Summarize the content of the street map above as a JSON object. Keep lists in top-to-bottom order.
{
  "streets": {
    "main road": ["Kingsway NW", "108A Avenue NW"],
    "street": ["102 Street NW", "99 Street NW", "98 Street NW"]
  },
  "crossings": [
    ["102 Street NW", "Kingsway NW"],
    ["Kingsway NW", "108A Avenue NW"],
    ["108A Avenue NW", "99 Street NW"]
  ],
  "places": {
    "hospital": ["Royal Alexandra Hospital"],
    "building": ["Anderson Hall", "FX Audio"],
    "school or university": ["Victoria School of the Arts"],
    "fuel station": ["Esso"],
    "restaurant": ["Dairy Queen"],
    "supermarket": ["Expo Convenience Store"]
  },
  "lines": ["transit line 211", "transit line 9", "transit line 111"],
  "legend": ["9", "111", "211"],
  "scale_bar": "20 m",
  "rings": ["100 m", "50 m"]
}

◇ ◇ ◇

How to complete this task ->
Above are the records; copy every line in them that holds the word "Kingsway".

Solution for this task ->
    "main road": ["Kingsway NW", "108A Avenue NW"],
    ["102 Street NW", "Kingsway NW"],
    ["Kingsway NW", "108A Avenue NW"],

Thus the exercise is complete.